The intrinsically disordered proteins (IDPs), due to their enrichment in disorder-promoting charged amino acid residues (Glu, Lys, Arg, Gly, Gln, Ser, Pro, and Ala), do not have any fixed conformation (Charfeddine et al. 2017; Tiwari et al. 2015). Both the disordered regions and the folding prediction of CsASR1 suggested that CsASR1 is an IDP, which is similar to SlASR1 in Solanum lycopersicum (Goldgur et al. 2007), MpASR in M. paradisiaca (Dai et al. 2011), SlASR in Suaeda liaotungensis (Hu et al. 2014), and SbASR-1 in S. brachiata (Jha et al. 2012; Tiwari et al. 2015). Because of the structural flexibility and hydrophilicity, IDPs can allow easier protein–protein interactions for the protection of other cellular proteins under stress conditions and help them in transcriptional regulation of other genes for modulation of biological functions (Jha et al. 2012; Uversky and Dunker 2010). For example, SlASR1 can fold into an ordered structure and form homodimer upon binding with zinc ions (Goldgur et al. 2007), and cytosolic SlASR1 could confer stability to a lot of proteins in response to heat and freeze–thaw cycles under in vitro experiments (Konrad and Bar-Zvi 2008). TaASR1 may act as a transcriptional regulator and bind to DNA in a Zn2+-dependent manner during the transition from a disordered to an ordered state, and plays a role in regulating the expression of stress defense genes (Hu et al. 2013). The MpASR protein also showed a partially ordered structure and became less sensitive to proteolysis after binding with Zn2+ (Dai et al. 2011). Since CsASR1 is a typical IDP instead of a nucleus-located protein, it can help to protect the activity of LDH from damage under heat stress. Similar results were observed for MpASR from plantain (Dai et al. 2011). Hence, like MpASR and SlASR1, CsASR1 possibly functions as a chaperone-like protein to help plants adapt to abiotic stresses by protecting some stress-related proteins from inactivation under stress conditions.

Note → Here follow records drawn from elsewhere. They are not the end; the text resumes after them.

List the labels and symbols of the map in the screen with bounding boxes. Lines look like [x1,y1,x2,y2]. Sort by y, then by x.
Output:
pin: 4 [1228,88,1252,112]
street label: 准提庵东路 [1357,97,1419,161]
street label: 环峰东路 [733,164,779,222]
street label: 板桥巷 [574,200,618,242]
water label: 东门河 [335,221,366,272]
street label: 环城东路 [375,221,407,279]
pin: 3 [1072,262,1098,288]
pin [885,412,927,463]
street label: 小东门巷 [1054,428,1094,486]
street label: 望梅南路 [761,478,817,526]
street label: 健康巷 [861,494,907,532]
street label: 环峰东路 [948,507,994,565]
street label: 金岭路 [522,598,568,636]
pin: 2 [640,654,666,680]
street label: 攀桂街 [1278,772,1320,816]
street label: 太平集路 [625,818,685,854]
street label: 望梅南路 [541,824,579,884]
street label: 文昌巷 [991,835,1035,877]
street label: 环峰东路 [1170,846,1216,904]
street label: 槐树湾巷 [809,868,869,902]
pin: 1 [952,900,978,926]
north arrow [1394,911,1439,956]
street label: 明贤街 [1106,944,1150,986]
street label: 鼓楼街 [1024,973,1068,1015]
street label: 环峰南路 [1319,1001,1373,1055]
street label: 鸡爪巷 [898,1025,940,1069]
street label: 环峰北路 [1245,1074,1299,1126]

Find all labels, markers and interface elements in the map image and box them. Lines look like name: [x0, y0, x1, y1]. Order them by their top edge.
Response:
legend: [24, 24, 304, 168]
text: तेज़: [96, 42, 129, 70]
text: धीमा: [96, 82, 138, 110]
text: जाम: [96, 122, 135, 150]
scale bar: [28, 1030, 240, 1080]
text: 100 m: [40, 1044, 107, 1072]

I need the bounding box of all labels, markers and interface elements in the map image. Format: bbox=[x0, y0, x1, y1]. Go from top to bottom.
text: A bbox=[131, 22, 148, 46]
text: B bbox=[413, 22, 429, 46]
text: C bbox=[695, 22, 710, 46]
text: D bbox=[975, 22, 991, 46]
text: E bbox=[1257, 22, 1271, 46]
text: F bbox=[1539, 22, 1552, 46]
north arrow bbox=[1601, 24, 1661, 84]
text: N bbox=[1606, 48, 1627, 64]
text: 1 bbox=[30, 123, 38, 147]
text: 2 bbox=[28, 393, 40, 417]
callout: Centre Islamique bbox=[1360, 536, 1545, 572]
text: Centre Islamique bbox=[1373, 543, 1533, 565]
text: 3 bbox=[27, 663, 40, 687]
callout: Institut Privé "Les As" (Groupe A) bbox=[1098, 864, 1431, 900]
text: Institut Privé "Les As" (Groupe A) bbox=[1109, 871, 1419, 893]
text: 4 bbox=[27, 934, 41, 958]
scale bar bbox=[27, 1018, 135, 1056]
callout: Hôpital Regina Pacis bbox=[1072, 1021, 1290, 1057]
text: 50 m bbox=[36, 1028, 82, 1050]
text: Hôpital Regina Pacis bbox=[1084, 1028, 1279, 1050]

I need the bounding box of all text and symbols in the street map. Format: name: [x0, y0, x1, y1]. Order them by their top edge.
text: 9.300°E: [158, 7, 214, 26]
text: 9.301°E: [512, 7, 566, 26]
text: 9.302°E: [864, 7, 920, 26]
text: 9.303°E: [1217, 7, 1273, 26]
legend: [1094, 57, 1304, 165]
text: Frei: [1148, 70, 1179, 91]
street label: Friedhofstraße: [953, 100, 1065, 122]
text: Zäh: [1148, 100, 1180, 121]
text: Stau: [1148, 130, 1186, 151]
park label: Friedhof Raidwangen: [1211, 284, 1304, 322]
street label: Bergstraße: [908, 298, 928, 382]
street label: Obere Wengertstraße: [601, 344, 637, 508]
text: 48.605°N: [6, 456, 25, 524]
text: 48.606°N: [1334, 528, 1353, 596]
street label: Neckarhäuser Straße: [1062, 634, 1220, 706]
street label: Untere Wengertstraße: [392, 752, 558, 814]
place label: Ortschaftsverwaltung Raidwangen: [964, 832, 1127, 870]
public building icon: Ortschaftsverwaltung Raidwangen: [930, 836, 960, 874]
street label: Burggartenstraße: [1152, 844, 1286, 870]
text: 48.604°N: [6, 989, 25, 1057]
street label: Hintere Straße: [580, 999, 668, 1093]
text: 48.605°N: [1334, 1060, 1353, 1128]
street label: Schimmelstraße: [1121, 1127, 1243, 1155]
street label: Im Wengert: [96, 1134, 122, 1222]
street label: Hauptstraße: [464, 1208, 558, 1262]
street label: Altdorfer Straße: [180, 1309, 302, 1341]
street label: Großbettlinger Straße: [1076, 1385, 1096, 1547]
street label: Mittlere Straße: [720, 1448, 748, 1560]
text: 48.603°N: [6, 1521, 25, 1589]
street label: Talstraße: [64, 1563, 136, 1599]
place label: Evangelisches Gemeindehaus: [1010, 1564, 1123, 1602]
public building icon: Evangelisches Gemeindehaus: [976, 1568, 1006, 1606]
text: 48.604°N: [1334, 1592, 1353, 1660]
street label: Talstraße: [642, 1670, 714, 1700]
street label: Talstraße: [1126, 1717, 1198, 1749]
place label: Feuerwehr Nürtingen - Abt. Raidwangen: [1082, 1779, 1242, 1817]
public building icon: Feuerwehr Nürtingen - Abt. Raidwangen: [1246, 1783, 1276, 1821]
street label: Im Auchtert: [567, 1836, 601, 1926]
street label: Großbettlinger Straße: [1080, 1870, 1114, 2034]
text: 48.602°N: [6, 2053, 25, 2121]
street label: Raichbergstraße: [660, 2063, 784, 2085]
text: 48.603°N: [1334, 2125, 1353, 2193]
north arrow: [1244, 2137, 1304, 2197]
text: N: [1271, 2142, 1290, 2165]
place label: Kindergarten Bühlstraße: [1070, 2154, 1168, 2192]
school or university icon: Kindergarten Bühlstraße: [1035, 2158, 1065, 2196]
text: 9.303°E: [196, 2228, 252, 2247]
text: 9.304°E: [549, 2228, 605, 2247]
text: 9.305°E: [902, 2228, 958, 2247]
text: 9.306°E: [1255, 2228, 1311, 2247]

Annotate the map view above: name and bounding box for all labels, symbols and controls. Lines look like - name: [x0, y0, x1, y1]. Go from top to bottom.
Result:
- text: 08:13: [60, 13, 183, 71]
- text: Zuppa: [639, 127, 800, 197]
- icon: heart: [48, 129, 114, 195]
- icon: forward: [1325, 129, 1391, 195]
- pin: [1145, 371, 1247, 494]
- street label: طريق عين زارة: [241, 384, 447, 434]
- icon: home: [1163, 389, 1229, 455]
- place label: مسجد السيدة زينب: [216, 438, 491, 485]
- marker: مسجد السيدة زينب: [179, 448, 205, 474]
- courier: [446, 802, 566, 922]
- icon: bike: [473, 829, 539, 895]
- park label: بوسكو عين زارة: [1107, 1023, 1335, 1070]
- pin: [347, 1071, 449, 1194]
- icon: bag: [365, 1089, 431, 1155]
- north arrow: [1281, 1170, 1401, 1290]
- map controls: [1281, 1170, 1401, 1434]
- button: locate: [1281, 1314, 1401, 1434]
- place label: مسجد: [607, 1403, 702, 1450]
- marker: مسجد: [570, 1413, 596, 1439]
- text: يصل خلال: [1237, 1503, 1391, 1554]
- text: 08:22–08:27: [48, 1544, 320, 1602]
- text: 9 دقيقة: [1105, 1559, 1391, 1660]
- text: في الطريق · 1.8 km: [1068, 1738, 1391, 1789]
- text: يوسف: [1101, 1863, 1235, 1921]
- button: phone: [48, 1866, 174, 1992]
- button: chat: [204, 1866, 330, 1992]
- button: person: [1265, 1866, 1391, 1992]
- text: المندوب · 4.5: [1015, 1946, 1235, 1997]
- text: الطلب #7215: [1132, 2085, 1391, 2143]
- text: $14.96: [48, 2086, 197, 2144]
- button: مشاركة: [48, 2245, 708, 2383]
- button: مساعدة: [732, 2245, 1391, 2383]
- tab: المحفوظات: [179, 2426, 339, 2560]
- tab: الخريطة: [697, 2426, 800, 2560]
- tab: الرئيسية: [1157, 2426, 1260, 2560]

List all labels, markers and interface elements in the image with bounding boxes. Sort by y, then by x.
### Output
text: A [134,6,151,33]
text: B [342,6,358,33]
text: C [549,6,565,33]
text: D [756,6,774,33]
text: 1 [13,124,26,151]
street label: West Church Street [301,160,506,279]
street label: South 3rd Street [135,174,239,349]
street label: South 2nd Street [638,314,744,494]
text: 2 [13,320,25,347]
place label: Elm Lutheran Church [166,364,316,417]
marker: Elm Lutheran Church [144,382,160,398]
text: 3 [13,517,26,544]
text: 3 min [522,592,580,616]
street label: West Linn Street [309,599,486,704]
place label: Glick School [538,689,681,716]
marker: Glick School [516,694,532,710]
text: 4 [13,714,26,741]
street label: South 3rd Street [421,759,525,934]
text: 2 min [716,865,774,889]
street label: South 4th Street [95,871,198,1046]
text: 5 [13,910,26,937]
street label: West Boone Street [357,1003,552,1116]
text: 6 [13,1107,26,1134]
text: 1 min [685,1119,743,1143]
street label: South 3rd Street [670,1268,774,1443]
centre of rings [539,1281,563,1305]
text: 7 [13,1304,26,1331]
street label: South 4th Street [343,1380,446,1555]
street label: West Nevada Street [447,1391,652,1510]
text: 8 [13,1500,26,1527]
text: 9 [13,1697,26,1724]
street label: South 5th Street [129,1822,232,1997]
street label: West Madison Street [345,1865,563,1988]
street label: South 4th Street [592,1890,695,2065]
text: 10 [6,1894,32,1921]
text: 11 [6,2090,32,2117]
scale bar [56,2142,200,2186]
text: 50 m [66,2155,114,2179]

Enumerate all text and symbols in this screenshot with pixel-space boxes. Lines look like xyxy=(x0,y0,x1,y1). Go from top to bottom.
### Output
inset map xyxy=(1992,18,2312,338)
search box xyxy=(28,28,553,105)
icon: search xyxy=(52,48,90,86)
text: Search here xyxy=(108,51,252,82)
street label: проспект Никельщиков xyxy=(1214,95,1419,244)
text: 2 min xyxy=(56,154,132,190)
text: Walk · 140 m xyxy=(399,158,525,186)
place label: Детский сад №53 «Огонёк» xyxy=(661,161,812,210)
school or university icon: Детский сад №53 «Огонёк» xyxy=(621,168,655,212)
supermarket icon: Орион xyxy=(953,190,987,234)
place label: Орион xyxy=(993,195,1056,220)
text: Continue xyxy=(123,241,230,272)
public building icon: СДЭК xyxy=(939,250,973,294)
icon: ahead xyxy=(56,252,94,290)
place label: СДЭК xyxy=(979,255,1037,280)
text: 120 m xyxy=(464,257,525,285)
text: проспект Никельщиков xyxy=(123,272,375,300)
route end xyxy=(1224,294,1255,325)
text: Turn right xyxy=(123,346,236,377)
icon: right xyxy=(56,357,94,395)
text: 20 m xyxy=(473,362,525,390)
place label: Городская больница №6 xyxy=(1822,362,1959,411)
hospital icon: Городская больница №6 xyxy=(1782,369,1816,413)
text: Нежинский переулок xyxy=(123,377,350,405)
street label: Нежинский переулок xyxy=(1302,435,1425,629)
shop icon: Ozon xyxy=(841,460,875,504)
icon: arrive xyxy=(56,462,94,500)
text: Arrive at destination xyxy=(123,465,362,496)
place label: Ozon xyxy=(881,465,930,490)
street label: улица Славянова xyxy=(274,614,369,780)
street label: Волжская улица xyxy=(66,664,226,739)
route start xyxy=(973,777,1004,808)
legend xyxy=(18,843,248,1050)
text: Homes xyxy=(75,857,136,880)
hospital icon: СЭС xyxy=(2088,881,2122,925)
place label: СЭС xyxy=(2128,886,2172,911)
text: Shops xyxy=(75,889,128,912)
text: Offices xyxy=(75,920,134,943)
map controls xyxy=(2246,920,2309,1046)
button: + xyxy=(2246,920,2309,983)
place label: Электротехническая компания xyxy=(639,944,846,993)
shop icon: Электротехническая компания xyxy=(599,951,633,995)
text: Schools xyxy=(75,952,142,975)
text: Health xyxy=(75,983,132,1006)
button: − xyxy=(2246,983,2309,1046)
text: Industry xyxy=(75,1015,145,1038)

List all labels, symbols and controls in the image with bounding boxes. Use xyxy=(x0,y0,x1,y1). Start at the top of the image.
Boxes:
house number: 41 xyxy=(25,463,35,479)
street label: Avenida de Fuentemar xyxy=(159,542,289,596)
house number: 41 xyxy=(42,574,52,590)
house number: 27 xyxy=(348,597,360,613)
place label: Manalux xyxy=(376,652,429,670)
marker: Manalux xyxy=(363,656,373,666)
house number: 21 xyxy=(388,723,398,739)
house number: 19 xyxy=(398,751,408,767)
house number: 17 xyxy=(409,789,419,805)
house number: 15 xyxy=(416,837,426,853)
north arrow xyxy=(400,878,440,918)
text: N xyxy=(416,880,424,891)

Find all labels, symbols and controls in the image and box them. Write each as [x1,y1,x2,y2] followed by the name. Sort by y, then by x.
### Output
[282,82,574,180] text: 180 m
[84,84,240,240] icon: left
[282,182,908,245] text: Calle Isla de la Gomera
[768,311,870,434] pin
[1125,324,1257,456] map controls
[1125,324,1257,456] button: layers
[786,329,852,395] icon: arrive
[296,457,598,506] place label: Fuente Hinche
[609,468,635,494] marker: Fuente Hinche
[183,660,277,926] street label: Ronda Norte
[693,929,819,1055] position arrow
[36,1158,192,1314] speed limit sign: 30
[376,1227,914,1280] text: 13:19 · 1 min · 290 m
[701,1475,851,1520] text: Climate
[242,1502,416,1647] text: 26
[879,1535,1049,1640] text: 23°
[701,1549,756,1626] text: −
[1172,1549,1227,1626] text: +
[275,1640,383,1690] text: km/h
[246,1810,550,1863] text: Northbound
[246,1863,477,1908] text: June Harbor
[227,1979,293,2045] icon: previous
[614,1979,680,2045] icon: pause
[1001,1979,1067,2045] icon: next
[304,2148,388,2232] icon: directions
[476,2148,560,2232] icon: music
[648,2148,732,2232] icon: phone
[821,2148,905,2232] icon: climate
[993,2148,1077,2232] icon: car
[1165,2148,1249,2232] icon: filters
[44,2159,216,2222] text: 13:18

In conclusion, we have cloned and functionally characterized an ASR gene named CsASR1 from C. sativus. Our results show that CsASR1 protein might function as an IDP, and thus could protect E. coli under heat stress and increase abiotic stress resistance in Arabidopsis under salt stress by protecting some stress-related proteins from inactivation. Further studies are required to generate transgenic cucumber plants by silencing and overexpressing CsASR1 in cucumber to further clarify its biological role and reveal its importance in tolerance against different stresses. Besides, the CsASR1 gene has the potential to be used to improve the tolerance to abiotic stresses in plants.